ENTREVISTA
Alberto Lago
Gerente de Zero-Pro
—¿Cuándo inician el proyecto de la cooperativa?
—Hace tres años, en plena crisis. Le echamos bastantes narices, claro. Cerró la empresa en la que estábamos trabajando, y decidimos que teníamos que aprovechar la experiencia de toda una vida haciendo máquinas, a poder ser aportando algo más. Antes solo nos ocupábamos de un sector, la alimentación, con materiales de acero inoxidable, para conserveras y fábricas de pescado congelado. Ahora, además de eso, tenemos proyectos tecnológicos, con la universidad y otras empresas, en marcha. Con la automoción... Y un trabajo, bastante grande, de seguimiento de cajas para las farmacéuticas. Hemos trabajado con bodegas de vino para automatizar el embalaje y seguir la producción. Y llevamos los mantenimientos de nuestras máquinas.
—La empresa diseña máquinas...
—Nos dedicamos a hacer un estudio de fábricas donde hay procesos mecánicos para los que no existe una máquina estandarizada. Hacemos un estudio y hacemos una máquina que sustituye a ese trabajo, que puede ser penoso, repetitivo, o que no existe por el momento. Hacemos un análisis, se redacta un proyecto y se fabrica. Para todos los sectores; lo nuestro no son máquinas repetitivas. No nos especializamos en un solo ámbito.
Llegamos y preguntamos al cliente qué necesita, donde los demás no llegan porque ciertas empresas no son rentables si no hacen una tirada grande de la misma máquina.
—Tratan de suplir labores manuales, físicas.
—Sí. Son actividades mecánicas. ahí entra la visión artificial, robótica, manipulaciones, almacenaje... Toca sectores muy diferentes, del farmacéutico al conservero.
—¿Qué pesa más en su plantilla, los ingenieros?

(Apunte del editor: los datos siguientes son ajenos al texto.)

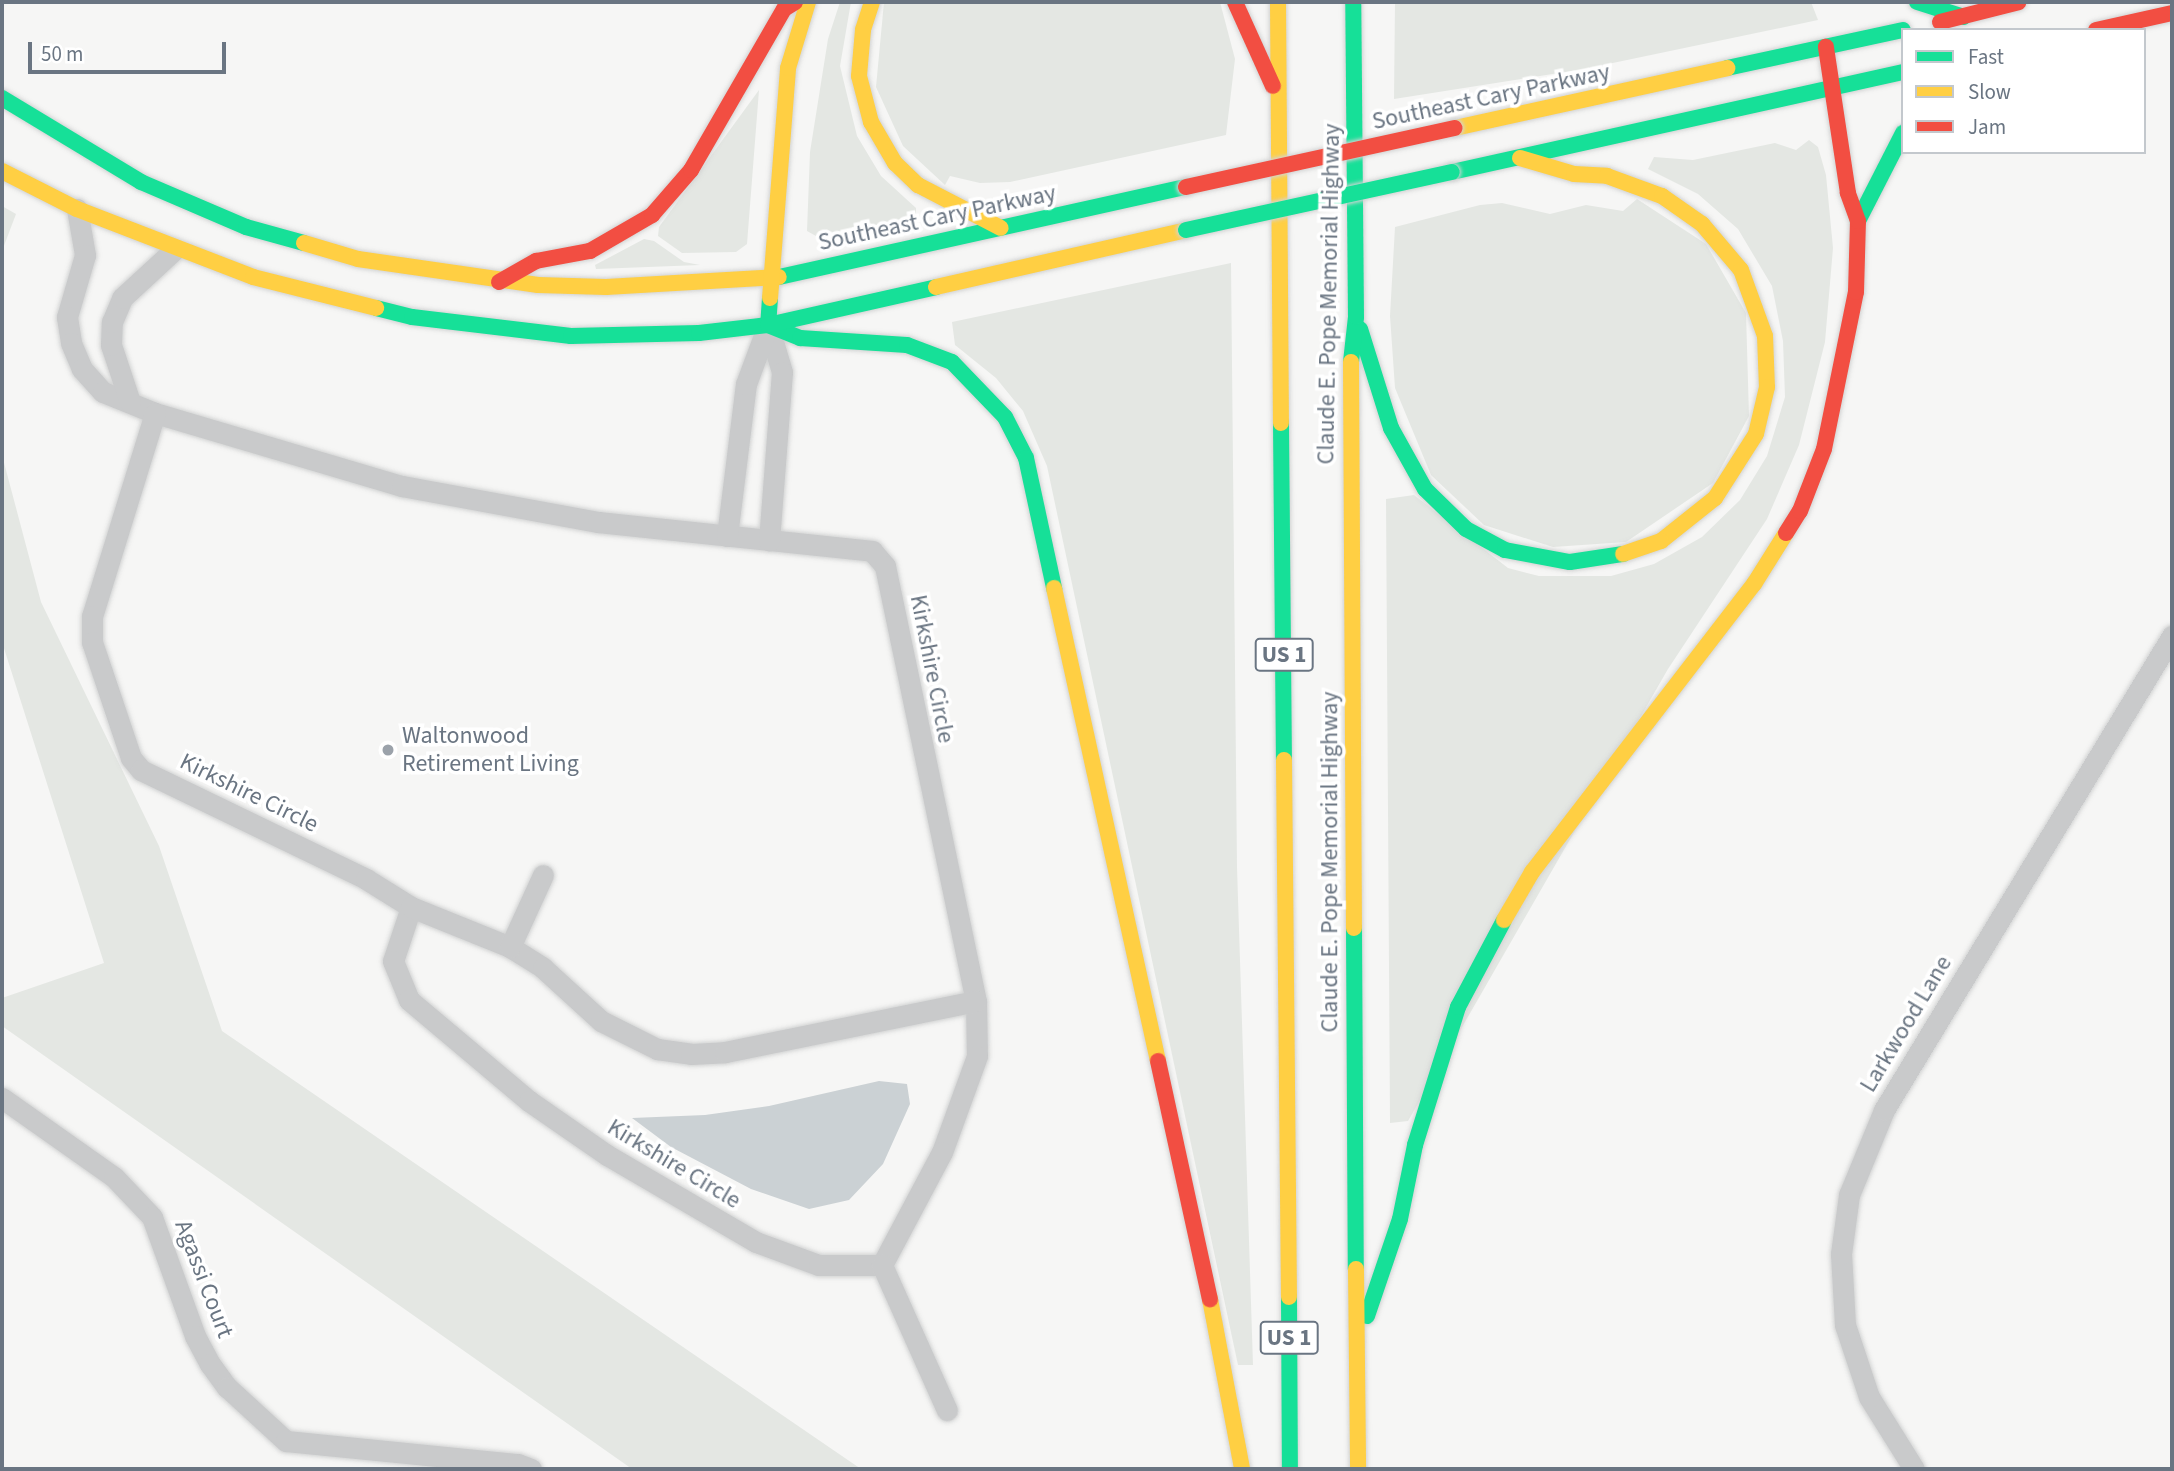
<!DOCTYPE html>
<style>
body{margin:0}
#map{position:relative;width:2174px;height:1471px;overflow:hidden;background:#f6f6f5;font-family:"Source Sans 3",sans-serif}
div>[style]{position:absolute}
.green>*{inset:0;background:#e4e7e3}
.water>*{inset:0;background:#cbd1d4}
.roads{filter:drop-shadow(0 0 2px #d2d3d3) drop-shadow(0 0 2px #d2d3d3)}
.street>*{height:21px;margin:-10.5px;padding:0 10.5px;transform-origin:10.5px;border-radius:10.5px;background:#c9cacb}
.fast>*{height:16px;margin:-8px;padding:0 8px;transform-origin:8px;border-radius:8px;background:#16e098}
.slow>*{height:16px;margin:-8px;padding:0 8px;transform-origin:8px;border-radius:8px;background:#ffcf43}
.jam>*{height:16px;margin:-8px;padding:0 8px;transform-origin:8px;border-radius:8px;background:#f24e42}
.bridges{filter:drop-shadow(0 0 2px #d2d3d3) drop-shadow(0 0 2px #d2d3d3)}
.fast-bridge>*{height:16px;margin:-8px;padding:0 8px;transform-origin:8px;border-radius:8px;background:#16e098}
.jam-bridge>*{height:16px;margin:-8px;padding:0 8px;transform-origin:8px;border-radius:8px;background:#f24e42}
.dots>*{width:19px;height:19px;translate:-50% -50%;box-sizing:border-box;border:4px solid #fff;border-radius:50%}
span{translate:-50% -50%;white-space:nowrap;text-align:center;line-height:1.15;-webkit-text-stroke:7px #fff;paint-order:stroke}
.shield-label span{padding:2px 5px;background:#fff;border:2px solid;border-radius:5px;-webkit-text-stroke-width:0}
.shield-label{font-size:23px;color:#6a7582;font-weight:700}
.street-label{font-size:24px;color:#6a7582}
.poi-label{font-size:24px;color:#6a7582}
.left{translate:0 -50%;text-align:left}
.frame{position:absolute;inset:0;border:4px solid #6a7582;pointer-events:none}
.legend{position:absolute;left:1901px;top:28px;width:245px;height:126px;box-sizing:border-box;background:#fff;border:2px solid #c3c8cd;margin:0;padding:9px 12px;list-style:none;font-size:21px;color:#6a7582}
.legend li{display:flex;align-items:center;gap:14px;height:35px}
.legend b{width:35px;border:2px solid #c3c8cd}
.scale{position:absolute;left:28px;top:42px;width:198px;height:32px;box-sizing:border-box;border:4px solid #6a7582;border-top:0;padding-left:9px;font-size:21px;line-height:24px;white-space:nowrap;color:#6a7582;-webkit-text-stroke:5px #fff;paint-order:stroke}
</style>
<div id="map">
<div class="green">
<i style="clip-path:polygon(840px 2px,851px 2px,840px 66px,857px 136px,881px 176px,916px 208px,916px 218px,816px 236px,807px 231px,810px 152px,828px 39px)"></i>
<i style="clip-path:polygon(884px 2px,1220px 2px,1235px 59px,1226px 135px,1010px 182px,980px 183px,950px 176px,945px 185px,903px 146px,876px 87px)"></i>
<i style="clip-path:polygon(1395px 2px,1811px 2px,1818px 20px,1584px 69px,1394px 99px)"></i>
<i style="clip-path:polygon(759px 90px,747px 244px,736px 252px,682px 253px,658px 236px,659px 227px)"></i>
<i style="clip-path:polygon(1809px 140px,1818px 147px,1826px 175px,1833px 248px,1825px 342px,1799px 445px,1767px 519px,1668px 669px,1408px 1121px,1390px 1123px,1386px 499px,1414px 495px,1508px 568px,1539px 576px,1611px 576px,1654px 564px,1702px 537px,1740px 500px,1767px 456px,1785px 397px,1783px 341px,1772px 286px,1738px 229px,1698px 194px,1648px 169px,1654px 157px,1693px 160px,1775px 143px,1796px 150px)"></i>
<i style="clip-path:polygon(1637px 199px,1706px 244px,1746px 313px,1749px 416px,1713px 483px,1626px 542px,1553px 547px,1484px 525px,1431px 475px,1395px 388px,1390px 316px,1395px 227px,1480px 205px,1502px 203px,1550px 214px,1586px 205px,1623px 211px)"></i>
<i style="clip-path:polygon(2px 206px,16px 214px,2px 251px)"></i>
<i style="clip-path:polygon(644px 239px,654px 241px,684px 262px,700px 265px,596px 269px,595px 265px)"></i>
<i style="clip-path:polygon(1231px 263px,1237px 867px,1253px 1365px,1238px 1365px,1047px 466px,1023px 411px,996px 378px,955px 345px,952px 322px)"></i>
<i style="clip-path:polygon(2px 455px,41px 602px,159px 846px,222px 1031px,861px 1469px,632px 1469px,2px 1026px,2px 998px,104px 963px,2px 642px)"></i>
</div>
<div class="water">
<i style="clip-path:polygon(879px 1081px,907px 1084px,910px 1104px,883px 1164px,849px 1200px,809px 1209px,751px 1189px,671px 1147px,632px 1118px,705px 1115px,769px 1106px)"></i>
</div>
<div class="roads">
<div class="street">
<i style="left:77px;top:209px;width:47px;rotate:80.1deg"></i>
<i style="left:85px;top:255px;width:65px;rotate:106.2deg"></i>
<i style="left:67px;top:317px;width:26px;rotate:81deg"></i>
<i style="left:71px;top:343px;width:28px;rotate:67deg"></i>
<i style="left:82px;top:369px;width:31px;rotate:48deg"></i>
<i style="left:103px;top:392px;width:56px;rotate:22deg"></i>
<i style="left:155px;top:413px;width:258px;rotate:16.5deg"></i>
<i style="left:402px;top:486px;width:199px;rotate:10.4deg"></i>
<i style="left:598px;top:522px;width:276px;rotate:6deg"></i>
<i style="left:872px;top:551px;width:20px;rotate:49deg"></i>
<i style="left:885px;top:566px;width:444px;rotate:78.2deg"></i>
<i style="left:976px;top:1001px;width:55px;rotate:89deg"></i>
<i style="left:977px;top:1056px;width:102px;rotate:110deg"></i>
<i style="left:942px;top:1152px;width:128px;rotate:118deg"></i>
<i style="left:768px;top:325px;width:49px;rotate:73.4deg"></i>
<i style="left:782px;top:372px;width:169px;rotate:94.4deg"></i>
<i style="left:130px;top:402px;width:60px;rotate:-108.4deg"></i>
<i style="left:111px;top:345px;width:23px;rotate:-88deg"></i>
<i style="left:112px;top:322px;width:26px;rotate:-67deg"></i>
<i style="left:122px;top:298px;width:71px;rotate:-42.7deg"></i>
<i style="left:155px;top:413px;width:213px;rotate:107.2deg"></i>
<i style="left:92px;top:616px;width:26px;rotate:90deg"></i>
<i style="left:92px;top:642px;width:122px;rotate:71.4deg"></i>
<i style="left:131px;top:758px;width:16px;rotate:50deg"></i>
<i style="left:141px;top:770px;width:250px;rotate:25.8deg"></i>
<i style="left:366px;top:879px;width:53px;rotate:31.9deg"></i>
<i style="left:411px;top:907px;width:57px;rotate:108.4deg"></i>
<i style="left:393px;top:961px;width:42px;rotate:67.7deg"></i>
<i style="left:409px;top:1000px;width:157px;rotate:40.1deg"></i>
<i style="left:529px;top:1101px;width:95px;rotate:34.7deg"></i>
<i style="left:607px;top:1155px;width:173px;rotate:30.3deg"></i>
<i style="left:756px;top:1242px;width:67px;rotate:20.1deg"></i>
<i style="left:819px;top:1265px;width:63px"></i>
<i style="left:727px;top:536px;width:153px;rotate:-82.9deg"></i>
<i style="left:746px;top:384px;width:63px;rotate:-69.6deg"></i>
<i style="left:411px;top:907px;width:107px;rotate:22deg"></i>
<i style="left:510px;top:947px;width:39px;rotate:32deg"></i>
<i style="left:543px;top:968px;width:79px;rotate:42.4deg"></i>
<i style="left:601px;top:1021px;width:63px;rotate:26.6deg"></i>
<i style="left:657px;top:1049px;width:34px;rotate:8deg"></i>
<i style="left:691px;top:1054px;width:34px;rotate:-3deg"></i>
<i style="left:725px;top:1052px;width:256px;rotate:-11.5deg"></i>
<i style="left:510px;top:947px;width:79px;rotate:-65.4deg"></i>
<i style="left:2px;top:1098px;width:137px;rotate:35.2deg"></i>
<i style="left:114px;top:1177px;width:55px;rotate:46.5deg"></i>
<i style="left:152px;top:1217px;width:127px;rotate:70.1deg"></i>
<i style="left:195px;top:1336px;width:32px;rotate:62deg"></i>
<i style="left:210px;top:1364px;width:29px;rotate:54deg"></i>
<i style="left:227px;top:1387px;width:80px;rotate:42.5deg"></i>
<i style="left:286px;top:1441px;width:233px;rotate:5.7deg"></i>
<i style="left:518px;top:1464px;width:14px;rotate:21deg"></i>
<i style="left:882px;top:1265px;width:159px;rotate:65.9deg"></i>
<i style="left:1914px;top:1469px;width:85px;rotate:-122deg"></i>
<i style="left:1869px;top:1397px;width:76px;rotate:-108.4deg"></i>
<i style="left:1845px;top:1325px;width:71px;rotate:-93.2deg"></i>
<i style="left:1841px;top:1254px;width:60px;rotate:-82.3deg"></i>
<i style="left:1849px;top:1195px;width:92px;rotate:-67.6deg"></i>
<i style="left:1884px;top:1110px;width:555px;rotate:-58.72deg"></i>
</div>
<div class="fast">
<i style="left:1917px;top:2px;width:49px;rotate:17.7deg"></i>
<i style="left:1727px;top:68px;width:180px;rotate:-12.2deg"></i>
<i style="left:2px;top:98px;width:162px;rotate:31.1deg"></i>
<i style="left:141px;top:182px;width:114px;rotate:23.2deg"></i>
<i style="left:246px;top:227px;width:60px;rotate:15.4deg"></i>
<i style="left:1452px;top:172px;width:462px;rotate:-12.5deg"></i>
<i style="left:1858px;top:221px;width:99px;rotate:-62.9deg"></i>
<i style="left:779px;top:277px;width:417px;rotate:-12.5deg"></i>
<i style="left:770px;top:298px;width:27px;rotate:94deg"></i>
<i style="left:768px;top:325px;width:35px;rotate:22deg"></i>
<i style="left:800px;top:338px;width:107px;rotate:3.7deg"></i>
<i style="left:907px;top:345px;width:48px;rotate:20.7deg"></i>
<i style="left:952px;top:362px;width:76px;rotate:46.1deg"></i>
<i style="left:1005px;top:417px;width:46px;rotate:62.9deg"></i>
<i style="left:1026px;top:458px;width:133px;rotate:77.8deg"></i>
<i style="left:376px;top:308px;width:37px;rotate:14deg"></i>
<i style="left:412px;top:317px;width:160px;rotate:6.8deg"></i>
<i style="left:571px;top:336px;width:128px;rotate:-1.3deg"></i>
<i style="left:699px;top:333px;width:69px;rotate:-6.6deg"></i>
<i style="left:768px;top:325px;width:172px;rotate:-12.7deg"></i>
<i style="left:1360px;top:329px;width:104px;rotate:72.6deg"></i>
<i style="left:1391px;top:428px;width:70px;rotate:60.9deg"></i>
<i style="left:1425px;top:489px;width:57px;rotate:44.3deg"></i>
<i style="left:1466px;top:529px;width:44px;rotate:28.3deg"></i>
<i style="left:1505px;top:550px;width:66px;rotate:10.5deg"></i>
<i style="left:1570px;top:562px;width:54px;rotate:-8.6deg"></i>
<i style="left:1351px;top:362px;width:45px;rotate:-83.7deg"></i>
<i style="left:1356px;top:317px;width:315px;rotate:-90.5deg"></i>
<i style="left:1281px;top:423px;width:337px;rotate:89.5deg"></i>
<i style="left:1354px;top:928px;width:341px;rotate:89.7deg"></i>
<i style="left:1289px;top:1297px;width:172px;rotate:89.7deg"></i>
<i style="left:1367px;top:1316px;width:102px;rotate:-71.2deg"></i>
<i style="left:1400px;top:1219px;width:76px;rotate:-78.5deg"></i>
<i style="left:1415px;top:1145px;width:145px;rotate:-72.7deg"></i>
<i style="left:1458px;top:1007px;width:98px;rotate:-62.1deg"></i>
</div>
<div class="slow">
<i style="left:872px;top:2px;width:29px;rotate:108deg"></i>
<i style="left:863px;top:30px;width:46px;rotate:95deg"></i>
<i style="left:859px;top:76px;width:48px;rotate:75.4deg"></i>
<i style="left:871px;top:122px;width:48px;rotate:59.7deg"></i>
<i style="left:895px;top:163px;width:32px;rotate:44deg"></i>
<i style="left:918px;top:185px;width:93px;rotate:27.4deg"></i>
<i style="left:1278px;top:2px;width:421px;rotate:89.6deg"></i>
<i style="left:1455px;top:128px;width:279px;rotate:-12.4deg"></i>
<i style="left:1520px;top:158px;width:56px;rotate:16.5deg"></i>
<i style="left:1574px;top:174px;width:33px;rotate:3deg"></i>
<i style="left:1607px;top:176px;width:59px;rotate:20deg"></i>
<i style="left:1662px;top:196px;width:49px;rotate:35deg"></i>
<i style="left:1702px;top:224px;width:60px;rotate:49.7deg"></i>
<i style="left:1741px;top:270px;width:70px;rotate:70deg"></i>
<i style="left:1765px;top:336px;width:51px;rotate:87.8deg"></i>
<i style="left:1767px;top:387px;width:48px;rotate:103.2deg"></i>
<i style="left:1756px;top:434px;width:76px;rotate:122.6deg"></i>
<i style="left:1715px;top:498px;width:69px;rotate:141.5deg"></i>
<i style="left:1661px;top:541px;width:40px;rotate:161.1deg"></i>
<i style="left:2px;top:171px;width:84px;rotate:26.9deg"></i>
<i style="left:77px;top:209px;width:189px;rotate:21.1deg"></i>
<i style="left:253px;top:277px;width:127px;rotate:14.1deg"></i>
<i style="left:304px;top:243px;width:56px;rotate:16.5deg"></i>
<i style="left:358px;top:259px;width:182px;rotate:8.2deg"></i>
<i style="left:538px;top:285px;width:68px;rotate:1.7deg"></i>
<i style="left:606px;top:287px;width:173px;rotate:-3.3deg"></i>
<i style="left:936px;top:287px;width:256px;rotate:-12.8deg"></i>
<i style="left:770px;top:298px;width:231px;rotate:-85.5deg"></i>
<i style="left:788px;top:68px;width:69px;rotate:-73.1deg"></i>
<i style="left:1351px;top:362px;width:566px;rotate:89.7deg"></i>
<i style="left:1054px;top:588px;width:484px;rotate:77.6deg"></i>
<i style="left:1284px;top:760px;width:537px;rotate:89.47deg"></i>
<i style="left:1504px;top:920px;width:56px;rotate:-59.7deg"></i>
<i style="left:1532px;top:872px;width:364px;rotate:-52.4deg"></i>
<i style="left:1754px;top:584px;width:60px;rotate:-57.9deg"></i>
<i style="left:1356px;top:1269px;width:200px;rotate:89.4deg"></i>
<i style="left:1210px;top:1299px;width:173px;rotate:79.3deg"></i>
</div>
<div class="jam">
<i style="left:1235px;top:2px;width:92px;rotate:65.7deg"></i>
<i style="left:1940px;top:22px;width:81px;rotate:-14.2deg"></i>
<i style="left:2096px;top:30px;width:78px;rotate:-12.6deg"></i>
<i style="left:499px;top:282px;width:43px;rotate:-29.6deg"></i>
<i style="left:536px;top:261px;width:55px;rotate:-10.5deg"></i>
<i style="left:590px;top:251px;width:72px;rotate:-30.1deg"></i>
<i style="left:652px;top:215px;width:60px;rotate:-49.1deg"></i>
<i style="left:691px;top:170px;width:186px;rotate:-60deg"></i>
<i style="left:784px;top:9px;width:13px;rotate:-32deg"></i>
<i style="left:1786px;top:533px;width:26px;rotate:-58deg"></i>
<i style="left:1800px;top:511px;width:66px;rotate:-68.8deg"></i>
<i style="left:1824px;top:449px;width:160px;rotate:-78.5deg"></i>
<i style="left:1856px;top:292px;width:71px;rotate:-88.4deg"></i>
<i style="left:1858px;top:221px;width:30px;rotate:-110deg"></i>
<i style="left:1848px;top:193px;width:148px;rotate:-98.6deg"></i>
<i style="left:1158px;top:1061px;width:244px;rotate:77.7deg"></i>
</div>
</div>
<div class="bridges">
<div class="fast-bridge">
<i style="left:1186px;top:230px;width:272px;rotate:-12.3deg"></i>
</div>
<div class="jam-bridge">
<i style="left:1186px;top:187px;width:275px;rotate:-12.4deg"></i>
</div>
</div>
<div class="dots">
<i style="left:388px;top:750px;background:#9ba2aa"></i>
</div>
<div class="shield-label">
<span style="left:1284px;top:655px">US 1</span>
<span style="left:1289px;top:1338px">US 1</span>
</div>
<div class="street-label">
<span style="left:1491px;top:97px;rotate:-12deg">Southeast Cary Parkway</span>
<span style="left:937px;top:218px;rotate:-12deg">Southeast Cary Parkway</span>
<span style="left:1329px;top:294px;rotate:-89deg">Claude E. Pope Memorial Highway</span>
<span style="left:932px;top:669px;rotate:79deg">Kirkshire Circle</span>
<span style="left:249px;top:793px;rotate:26deg">Kirkshire Circle</span>
<span style="left:1330px;top:862px;rotate:-90deg">Claude E. Pope Memorial Highway</span>
<span style="left:1906px;top:1024px;rotate:-59deg">Larkwood Lane</span>
<span style="left:674px;top:1164px;rotate:31deg">Kirkshire Circle</span>
<span style="left:204px;top:1279px;rotate:69deg">Agassi Court</span>
</div>
<div class="poi-label">
<span class="left" style="left:402px;top:750px">Waltonwood<br>Retirement Living</span>
</div>
<div class="frame"></div>
<ul class="legend">
<li><b style="height:9px;background:#16e098"></b>Fast</li>
<li><b style="height:9px;background:#ffcf43"></b>Slow</li>
<li><b style="height:9px;background:#f24e42"></b>Jam</li>
</ul>
<div class="scale">50 m</div>
</div>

—Los vamos contratando según el peso del trabajo. Somos siete socios en la cooperativa: podemos contratar hasta cierto número, o subcontratar parte de un proyecto. Hay partes de la máquina que encargamos a empresas de fuera y después incorporamos a nuestras máquinas en el taller. Así no tenemos que comprar toda la maquinaria que hace falta, y los precios son más competitivos.
—La decisión de iniciar el proyecto como una cooperativa, ¿tuvo una razón especial?
—Los siete que estamos aquí fuimos forjando la cooperativa a medida que el cierre de nuestra anterior empresa se hacía evidente. En una cooperativa, en un principio, tienes que conocer muy bien a los socios. Nosotros eso lo teníamos. En plena crisis, después de diez años, es cuando mejor conoces a la gente. Haces una buena criba y te arrimas al que sabe hacer cosas distintas a ti.
—¿Qué consejos daría?
—Si se conocen bien, mejor que mejor. Con alguien que no conoces, en una cooperativa es más difícil que todo salga bien. Hay muchas características no escritas: nosotros mismos decidimos un equilibrio para equiparar los sueldos y las horas de trabajo. Tenemos una bolsa de horas estipuladas, y hacemos reuniones todos los viernes. Hay que organizarse desde el principio, para que todo el mundo esté a gusto. Se puede hacer.
En la cooperativa, cada uno lleva un departamento y se puede enlanzar con el siguiente. Todos sabemos un poco de lo nuestro y un poco del ámbito “del de al lado”. Es la forma de que las cosas vayan saliendo.
—¿Cómo valoran el premio?
—Es muy importante, incluso a nivel de bancos, o clientes. Es mucho más que la mejor publicidad.